M. Steiner constate que Freud n’a jamais défini le « juif » d’une histoire juive. Il a comme objectif d’examiner cette question. Dans cette optique, il fait un va-et-vient permanent entre l’ouvrage sur le mot d’esprit et celui sur l’humour. Ces deux textes sont plus que complémentaires car Freud introduit entre-temps l’instance du surmoi, indispensable à la compréhension de l’humour mais aussi, comme Steiner le démontre, à ce qui est le « juif ». Le surmoi, aussi bien individuel que collectif, est au centre de la caractérisation du « juif » de l’humour. Mais le surmoi seul ne suffit pas . Il nécessite la mise en référence avec un autre surmoi afin que se constitue un écart surmoïque, dans notre cas juif/chrétien ou juif orthodoxe/ juif athée. Cependant, il ne faut pas un écart trop important. Pour définir une histoire juive, il faut au moins deux surmois ; elle est juive par rapport à une référence culturelle non-juive. Les histoires juives visent le surmoi. Pour mieux comprendre le « juif » de l’humour, l’auteur décrit les particularités de la culture juive et les ramène au déterminisme surmoïque. L’humour s’insère donc dans un contexte.
Le qualificatif juif est un ressenti au plus près de la subjectivité et donc de l’instance surmoïque.
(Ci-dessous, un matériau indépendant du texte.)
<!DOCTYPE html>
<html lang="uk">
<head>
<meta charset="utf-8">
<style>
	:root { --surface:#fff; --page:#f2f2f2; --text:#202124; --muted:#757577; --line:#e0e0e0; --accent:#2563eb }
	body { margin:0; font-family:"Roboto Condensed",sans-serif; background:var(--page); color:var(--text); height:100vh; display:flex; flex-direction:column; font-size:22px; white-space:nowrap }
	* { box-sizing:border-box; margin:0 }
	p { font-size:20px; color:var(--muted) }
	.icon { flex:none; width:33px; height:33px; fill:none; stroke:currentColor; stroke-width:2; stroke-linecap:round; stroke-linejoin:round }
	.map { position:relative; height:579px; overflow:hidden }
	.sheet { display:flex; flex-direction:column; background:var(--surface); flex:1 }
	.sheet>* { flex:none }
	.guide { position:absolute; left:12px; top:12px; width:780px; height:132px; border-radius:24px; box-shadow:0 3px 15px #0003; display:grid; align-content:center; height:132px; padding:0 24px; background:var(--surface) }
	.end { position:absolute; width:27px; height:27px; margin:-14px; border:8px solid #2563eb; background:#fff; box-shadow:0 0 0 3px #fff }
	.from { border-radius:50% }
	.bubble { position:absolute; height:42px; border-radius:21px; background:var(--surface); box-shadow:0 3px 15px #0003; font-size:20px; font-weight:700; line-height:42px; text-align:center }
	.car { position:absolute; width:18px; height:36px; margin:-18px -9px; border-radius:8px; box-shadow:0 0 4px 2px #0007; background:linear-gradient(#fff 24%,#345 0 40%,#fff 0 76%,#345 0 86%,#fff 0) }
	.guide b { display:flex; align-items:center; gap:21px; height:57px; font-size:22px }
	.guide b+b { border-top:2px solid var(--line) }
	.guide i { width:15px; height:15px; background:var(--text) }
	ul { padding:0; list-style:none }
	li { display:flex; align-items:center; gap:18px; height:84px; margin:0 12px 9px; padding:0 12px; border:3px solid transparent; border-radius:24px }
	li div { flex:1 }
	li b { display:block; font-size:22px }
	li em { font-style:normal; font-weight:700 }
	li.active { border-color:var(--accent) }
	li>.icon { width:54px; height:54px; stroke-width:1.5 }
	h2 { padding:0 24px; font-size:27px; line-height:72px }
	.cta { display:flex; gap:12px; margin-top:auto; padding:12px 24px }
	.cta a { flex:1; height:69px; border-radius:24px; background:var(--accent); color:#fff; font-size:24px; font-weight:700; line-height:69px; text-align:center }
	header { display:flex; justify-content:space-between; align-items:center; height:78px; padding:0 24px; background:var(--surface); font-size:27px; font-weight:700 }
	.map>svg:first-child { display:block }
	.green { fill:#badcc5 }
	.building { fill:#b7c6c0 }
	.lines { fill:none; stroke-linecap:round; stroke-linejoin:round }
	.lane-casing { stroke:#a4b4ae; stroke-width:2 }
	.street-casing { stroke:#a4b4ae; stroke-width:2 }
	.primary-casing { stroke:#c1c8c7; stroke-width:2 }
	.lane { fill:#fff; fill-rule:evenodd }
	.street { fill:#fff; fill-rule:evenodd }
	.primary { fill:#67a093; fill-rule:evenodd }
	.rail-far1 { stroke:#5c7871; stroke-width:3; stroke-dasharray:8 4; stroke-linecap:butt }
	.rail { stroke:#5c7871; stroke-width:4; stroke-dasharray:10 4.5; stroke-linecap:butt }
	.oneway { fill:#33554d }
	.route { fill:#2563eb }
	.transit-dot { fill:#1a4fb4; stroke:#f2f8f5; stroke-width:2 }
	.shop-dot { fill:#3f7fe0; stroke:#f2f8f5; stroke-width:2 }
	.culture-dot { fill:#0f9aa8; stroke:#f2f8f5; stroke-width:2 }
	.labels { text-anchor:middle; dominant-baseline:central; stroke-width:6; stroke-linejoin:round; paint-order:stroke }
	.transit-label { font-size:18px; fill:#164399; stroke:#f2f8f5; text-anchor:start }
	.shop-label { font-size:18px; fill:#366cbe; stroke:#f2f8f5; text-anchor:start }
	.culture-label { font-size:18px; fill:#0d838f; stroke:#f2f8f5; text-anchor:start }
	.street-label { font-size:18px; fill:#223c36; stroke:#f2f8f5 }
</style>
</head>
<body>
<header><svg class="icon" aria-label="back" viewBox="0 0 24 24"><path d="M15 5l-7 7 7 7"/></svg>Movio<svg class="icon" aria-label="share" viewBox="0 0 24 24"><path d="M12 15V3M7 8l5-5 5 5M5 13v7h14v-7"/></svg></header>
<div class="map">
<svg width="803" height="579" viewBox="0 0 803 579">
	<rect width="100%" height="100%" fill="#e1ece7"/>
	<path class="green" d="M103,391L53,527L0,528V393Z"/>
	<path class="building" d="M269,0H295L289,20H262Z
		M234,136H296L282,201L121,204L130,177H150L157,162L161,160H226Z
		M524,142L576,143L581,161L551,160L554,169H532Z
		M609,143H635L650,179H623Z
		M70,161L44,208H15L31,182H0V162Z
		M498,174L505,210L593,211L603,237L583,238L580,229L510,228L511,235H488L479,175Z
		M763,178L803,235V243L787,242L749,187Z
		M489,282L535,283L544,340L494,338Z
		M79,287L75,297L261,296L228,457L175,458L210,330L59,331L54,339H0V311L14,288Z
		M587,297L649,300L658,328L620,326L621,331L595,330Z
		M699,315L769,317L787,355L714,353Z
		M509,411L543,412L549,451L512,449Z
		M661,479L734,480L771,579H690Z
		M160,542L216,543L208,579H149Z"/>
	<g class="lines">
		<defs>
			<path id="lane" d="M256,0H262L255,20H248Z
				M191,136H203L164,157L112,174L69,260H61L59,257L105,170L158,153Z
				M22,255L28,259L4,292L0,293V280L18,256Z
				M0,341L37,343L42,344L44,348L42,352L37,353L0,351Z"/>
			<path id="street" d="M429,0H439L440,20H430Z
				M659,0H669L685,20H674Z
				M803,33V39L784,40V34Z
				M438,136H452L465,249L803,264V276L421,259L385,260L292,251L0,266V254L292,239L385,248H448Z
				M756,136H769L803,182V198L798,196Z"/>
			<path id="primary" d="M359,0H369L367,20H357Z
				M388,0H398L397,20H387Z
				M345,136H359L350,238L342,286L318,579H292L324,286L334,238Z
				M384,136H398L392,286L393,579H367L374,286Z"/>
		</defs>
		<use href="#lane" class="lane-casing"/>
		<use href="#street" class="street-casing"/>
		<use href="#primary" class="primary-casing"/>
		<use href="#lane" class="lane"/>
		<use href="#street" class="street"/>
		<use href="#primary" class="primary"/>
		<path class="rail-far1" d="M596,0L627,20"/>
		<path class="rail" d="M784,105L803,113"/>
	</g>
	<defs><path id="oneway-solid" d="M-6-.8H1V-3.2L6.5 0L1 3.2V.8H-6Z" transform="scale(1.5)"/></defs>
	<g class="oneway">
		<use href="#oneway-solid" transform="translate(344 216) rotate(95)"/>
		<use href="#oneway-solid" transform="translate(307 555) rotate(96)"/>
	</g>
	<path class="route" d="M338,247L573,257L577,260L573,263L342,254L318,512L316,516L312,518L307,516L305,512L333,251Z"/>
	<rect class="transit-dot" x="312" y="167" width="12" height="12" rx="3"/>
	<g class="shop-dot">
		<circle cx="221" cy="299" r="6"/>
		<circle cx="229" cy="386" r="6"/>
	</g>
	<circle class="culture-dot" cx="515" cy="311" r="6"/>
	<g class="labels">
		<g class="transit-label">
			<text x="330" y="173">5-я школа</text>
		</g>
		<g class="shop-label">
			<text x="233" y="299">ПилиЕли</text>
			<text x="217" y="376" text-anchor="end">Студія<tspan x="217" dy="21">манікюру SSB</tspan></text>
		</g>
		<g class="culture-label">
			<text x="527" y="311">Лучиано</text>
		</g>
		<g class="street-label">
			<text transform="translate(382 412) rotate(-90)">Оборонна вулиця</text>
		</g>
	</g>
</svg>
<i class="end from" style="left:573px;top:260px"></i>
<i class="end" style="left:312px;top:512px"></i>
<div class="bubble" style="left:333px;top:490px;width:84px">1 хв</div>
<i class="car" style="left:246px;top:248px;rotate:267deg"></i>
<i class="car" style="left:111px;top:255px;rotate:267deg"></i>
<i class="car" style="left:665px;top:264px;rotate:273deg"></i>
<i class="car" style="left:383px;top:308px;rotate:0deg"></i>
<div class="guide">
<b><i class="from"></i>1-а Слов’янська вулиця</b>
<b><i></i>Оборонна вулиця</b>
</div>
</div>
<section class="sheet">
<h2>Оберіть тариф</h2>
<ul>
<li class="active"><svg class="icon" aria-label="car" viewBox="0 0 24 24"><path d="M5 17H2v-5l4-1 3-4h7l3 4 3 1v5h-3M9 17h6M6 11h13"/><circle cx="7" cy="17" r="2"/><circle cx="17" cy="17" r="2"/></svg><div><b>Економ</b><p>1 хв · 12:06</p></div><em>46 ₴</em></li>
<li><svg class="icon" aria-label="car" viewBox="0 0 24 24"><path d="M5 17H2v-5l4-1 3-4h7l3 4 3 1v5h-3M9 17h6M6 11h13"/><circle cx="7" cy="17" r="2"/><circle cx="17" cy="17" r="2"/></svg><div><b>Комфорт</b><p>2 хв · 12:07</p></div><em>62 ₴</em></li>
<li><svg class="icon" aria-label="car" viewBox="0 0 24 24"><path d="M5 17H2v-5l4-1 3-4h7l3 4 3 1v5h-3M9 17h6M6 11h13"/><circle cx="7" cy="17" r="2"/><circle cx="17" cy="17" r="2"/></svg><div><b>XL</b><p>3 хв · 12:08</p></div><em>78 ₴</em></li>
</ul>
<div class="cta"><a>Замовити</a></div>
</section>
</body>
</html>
Le dénominateur commun des histoires juives est la déraison, le subversif et le désordre.
Les histoires juives et la psychanalyse ont en commun la logique déréférencée de l’inconscient et du signifiant. L’esprit juif joue avec la raison et la subvertit.
« Juif » est donc le signifiant de l’altérité et du désordre.
Dans la post-face, F. Biégelmann donne un aperçu sur Heine, juif lui-même, dont les histoires juives, et plus particulièrement les histoires ashkénazes, ont inspiré le Mot d’esprit de Freud.